An exploit kit is a framework that automates the exploitation of client-side vulnerabilities, targeting browsers and programs that can be invoked through the browser. These kits can be obtained on the cyber black market, where they are sold or rented.
These kits allow cybercriminals to outsource the infection part of their malware campaign and focus on the development and management of their malicious payload. Therefore, Exploit kits are a highly popular choice for client side exploitation. Dell estimates that “70%-80% of [client side malware] attacks via the Internet now originate from exploit kits and expects to see continued focus and growth of these kits”.
Currently, exploit kits are mostly targeting Java related vulnerabilities. In this article we will dive into the history of exploit kits and their exploitation of other products, in order to find out what should a vendor do to better protect its customers.
Taking a deep dive into the exploit ocean
Last year, Deep Research had published an excellent poster, visualizing the different active exploit kits and the vulnerabilities they are exploiting, clustered by the targeted product.
Exploit Kit Vulnerabilities’ Exploitation by Vendor (Original image by Deepend Research)
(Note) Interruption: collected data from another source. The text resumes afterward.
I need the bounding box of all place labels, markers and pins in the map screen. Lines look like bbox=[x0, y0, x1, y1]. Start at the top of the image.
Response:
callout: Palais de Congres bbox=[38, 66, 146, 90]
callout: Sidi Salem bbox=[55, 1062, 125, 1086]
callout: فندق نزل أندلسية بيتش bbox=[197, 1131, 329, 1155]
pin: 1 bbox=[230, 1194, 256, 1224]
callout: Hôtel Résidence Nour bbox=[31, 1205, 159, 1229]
One of the hallmarks of a good visualization is the ability to derive meaningful insights out of it, and this one is no exception. Diving into the deep water depicted by the poster, we can clearly define four distinct eras within the described timeframe:
• Internet Explorer (IE) Exploitation era ( until early 2007)
• PDF Reader Exploitation era (early 2007 – late 2010)
• Flash Exploitation era (late 2010 – mid 2011)
• Java Exploitation era (mid 2011 – present)
By correlating the end dates of the different eras with the relevant product news, an interesting connection between the end of the exploitation era and increased “software genetic diversity” becomes visible.
Internet Explorer (IE) Exploitation era ended on early 2007. On November 2006, Internet Explorer version 7 was pushed as a high priority automatic update, which made the execution of the vulnerable ActiveX depend on further user interaction. Additionally, on the first quarter of 2007, IE dropped from 80% marketshare for the first time.
On the first quarter of 2007, Internet Explorer dropped from 80% market share for the first time The PDF exploitation era ended on late 2010, just when (December 2010) Google Chrome version 8 introduced the PDF sandbox. The Flash exploitation short era was ended on mid-2011 when Chrome introduced (March 2011) the Flash Sand box.
Those who cannot learn from history are doomed to repeat it
A clear corollary of this article, is that creating a greater “gene pool diversity” is vital for protecting the users of a certain product from mass exploitation. The diversity changes the economic equation for the attackers and makes them search other, less diverse environments to attack. Ever since the browser market has moved from the Internet Explorer monopoly to the oligopoly of Google’s Chrome, Firefox and Internet explorer, we see very little large scale direct browser attacks.
Java should follow the example of Flash and PDF and artificially generate such diversity, by shielding the problematic software with a browser implemented sandbox. By following that method, we create genetic diversity as the sandbox implementation varies between different browser vendors and make the attacker to work harder in order to find two holes (original exploit in the sandboxed component plus sandbox exploit) instead of one. Note that this method seems to be effective even when only some of the possible victims are protected. When Google Chrome provided that extra shielding around PDF and Flash, it was enough to drive exploit kits away from the technology.